While most farm groups support the legislation — some with provisos — the National Farmers Union (NFU) fears farmers’ traditional right to save seed is at risk. Not so, said Parker in an interview: “Again, that continued practice of farm-saved seed is completely permitted to happen with the legislative amendments.”

But former NFU president Terry Boehm notes the legislation refers to farm-saved seed as a “privilege” not a “right.” And according to Boehm it’s a “hollow privilege” because the new legislation prevents farmers from stocking seed.

“Stocking,” which means stockpiling seed for future sale, is different than “storing,” Parker said.

“There’s nothing in the act that would preclude the act of storing seed on farm to use in subsequent years (as seed by farmers),” he said.

From the Manitoba Co-operator website: Plant Breeders’ Rights (PBR) and Bill C-18


Under current legislation farm-saved seed is “implicit,” Parker said. But because breeders’ rights are being expanded beyond seed sales, the farmer’s ability to save seed needs to be “explicit” in the new law, he said.

Boehm also notes that the legislation allows the federal cabinet to limit the farmers’ privilege through regulation. “This is hardly what one would call enshrining a farmer’s right to use their own seed,” he wrote in an opinion piece.

Farm-saved seed is “not an absolute right,” Parker acknowledged, but added the legislation needs flexibility because 330 different crop kinds are covered.

“To say that the same thing will work in the cereal sector, as will work in the potato sector, as will work in the fruit tree sector is somewhat unreasonable,” he said.

No changes to the farmers’ privilege can be made without consulting farmers, Parker added.

According to the NFU, the new law would allow breeders to take draconian measures, such as freezing assets of those suspected of contravening breeders’ rights.

“We have not had, to date, any draconian measures under the PBR act and it’s not expected with these few provisions bringing it up to UPOV ’91 that there will be any draconian measures in terms of enforcement of Plant Breeders’ Rights,” Parker said.


Breeders’ rights have been in place since 1991 in Canada. When breaches occur, farmers are usually required to pay the royalties they owe, plus costs.

Under the new law a seed cleaner caught processing brown-bagged seed could be forced to compensate the breeder, Parker said. But seed cleaners can protect themselves by getting farmers to sign waivers.

“There are simple solutions,” he said. “I don’t think there needs to be any concern among those treating or conditioning seed.”

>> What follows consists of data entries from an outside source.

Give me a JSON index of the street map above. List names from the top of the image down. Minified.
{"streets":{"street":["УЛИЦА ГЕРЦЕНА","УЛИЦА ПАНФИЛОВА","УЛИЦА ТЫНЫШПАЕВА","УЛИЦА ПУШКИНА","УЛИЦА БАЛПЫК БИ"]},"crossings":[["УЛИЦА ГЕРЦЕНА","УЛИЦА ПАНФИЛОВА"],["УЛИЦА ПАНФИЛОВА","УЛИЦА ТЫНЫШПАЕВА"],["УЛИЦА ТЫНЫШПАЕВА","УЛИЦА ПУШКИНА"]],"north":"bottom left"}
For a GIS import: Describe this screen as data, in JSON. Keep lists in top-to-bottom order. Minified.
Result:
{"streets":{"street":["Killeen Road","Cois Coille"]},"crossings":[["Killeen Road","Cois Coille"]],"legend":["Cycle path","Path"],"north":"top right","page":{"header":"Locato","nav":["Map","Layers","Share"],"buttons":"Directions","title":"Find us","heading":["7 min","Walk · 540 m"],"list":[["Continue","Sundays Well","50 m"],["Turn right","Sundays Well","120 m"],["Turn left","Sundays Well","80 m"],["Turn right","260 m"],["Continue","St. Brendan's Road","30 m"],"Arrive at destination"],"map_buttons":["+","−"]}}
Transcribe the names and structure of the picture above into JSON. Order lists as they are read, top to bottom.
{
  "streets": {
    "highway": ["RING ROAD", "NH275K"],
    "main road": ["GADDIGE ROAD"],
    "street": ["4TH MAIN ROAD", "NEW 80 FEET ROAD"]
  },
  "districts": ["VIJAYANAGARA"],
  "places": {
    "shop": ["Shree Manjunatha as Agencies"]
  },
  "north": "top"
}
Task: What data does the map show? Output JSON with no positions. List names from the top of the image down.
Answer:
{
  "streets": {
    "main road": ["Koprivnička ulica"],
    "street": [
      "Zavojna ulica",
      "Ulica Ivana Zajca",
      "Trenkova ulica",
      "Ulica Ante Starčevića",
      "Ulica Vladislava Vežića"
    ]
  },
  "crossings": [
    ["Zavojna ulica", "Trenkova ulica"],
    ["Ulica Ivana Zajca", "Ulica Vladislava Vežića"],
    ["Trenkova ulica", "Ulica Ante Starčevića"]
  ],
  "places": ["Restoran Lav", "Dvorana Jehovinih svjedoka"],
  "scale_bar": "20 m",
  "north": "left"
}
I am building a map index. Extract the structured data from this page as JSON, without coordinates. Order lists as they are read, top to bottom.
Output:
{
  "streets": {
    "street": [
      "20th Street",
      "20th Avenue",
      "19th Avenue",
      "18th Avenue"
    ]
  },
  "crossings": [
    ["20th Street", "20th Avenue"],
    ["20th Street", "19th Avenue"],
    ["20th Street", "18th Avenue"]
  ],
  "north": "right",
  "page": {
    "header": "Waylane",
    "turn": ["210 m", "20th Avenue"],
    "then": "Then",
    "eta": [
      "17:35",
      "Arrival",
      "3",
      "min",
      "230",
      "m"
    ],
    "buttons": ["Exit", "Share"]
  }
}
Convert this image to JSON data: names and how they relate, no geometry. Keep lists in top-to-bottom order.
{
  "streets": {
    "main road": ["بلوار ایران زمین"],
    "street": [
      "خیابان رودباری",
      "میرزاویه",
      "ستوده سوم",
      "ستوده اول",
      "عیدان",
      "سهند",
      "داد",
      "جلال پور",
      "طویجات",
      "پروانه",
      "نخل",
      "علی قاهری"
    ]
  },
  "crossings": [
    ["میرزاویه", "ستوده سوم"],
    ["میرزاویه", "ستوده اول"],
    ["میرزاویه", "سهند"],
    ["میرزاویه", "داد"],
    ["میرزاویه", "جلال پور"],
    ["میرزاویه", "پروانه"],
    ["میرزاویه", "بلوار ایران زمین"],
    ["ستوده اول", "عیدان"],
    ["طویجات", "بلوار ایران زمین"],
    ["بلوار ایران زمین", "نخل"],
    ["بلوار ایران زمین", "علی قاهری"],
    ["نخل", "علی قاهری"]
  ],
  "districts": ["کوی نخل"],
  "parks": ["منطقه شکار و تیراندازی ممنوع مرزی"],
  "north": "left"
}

Protecting breeders allows them to get a return on investment, which encourages domestic and foreign breeders to provide improved varieties to Canadian farmers, he said.

“There’s this notion out there that this is a zero sum proposition — if breeders gain more rights then farmers must lose rights,” Parker said. “That is not the case. It is truly a win-win situation. Stronger breeders’ rights result in more farmer benefits.”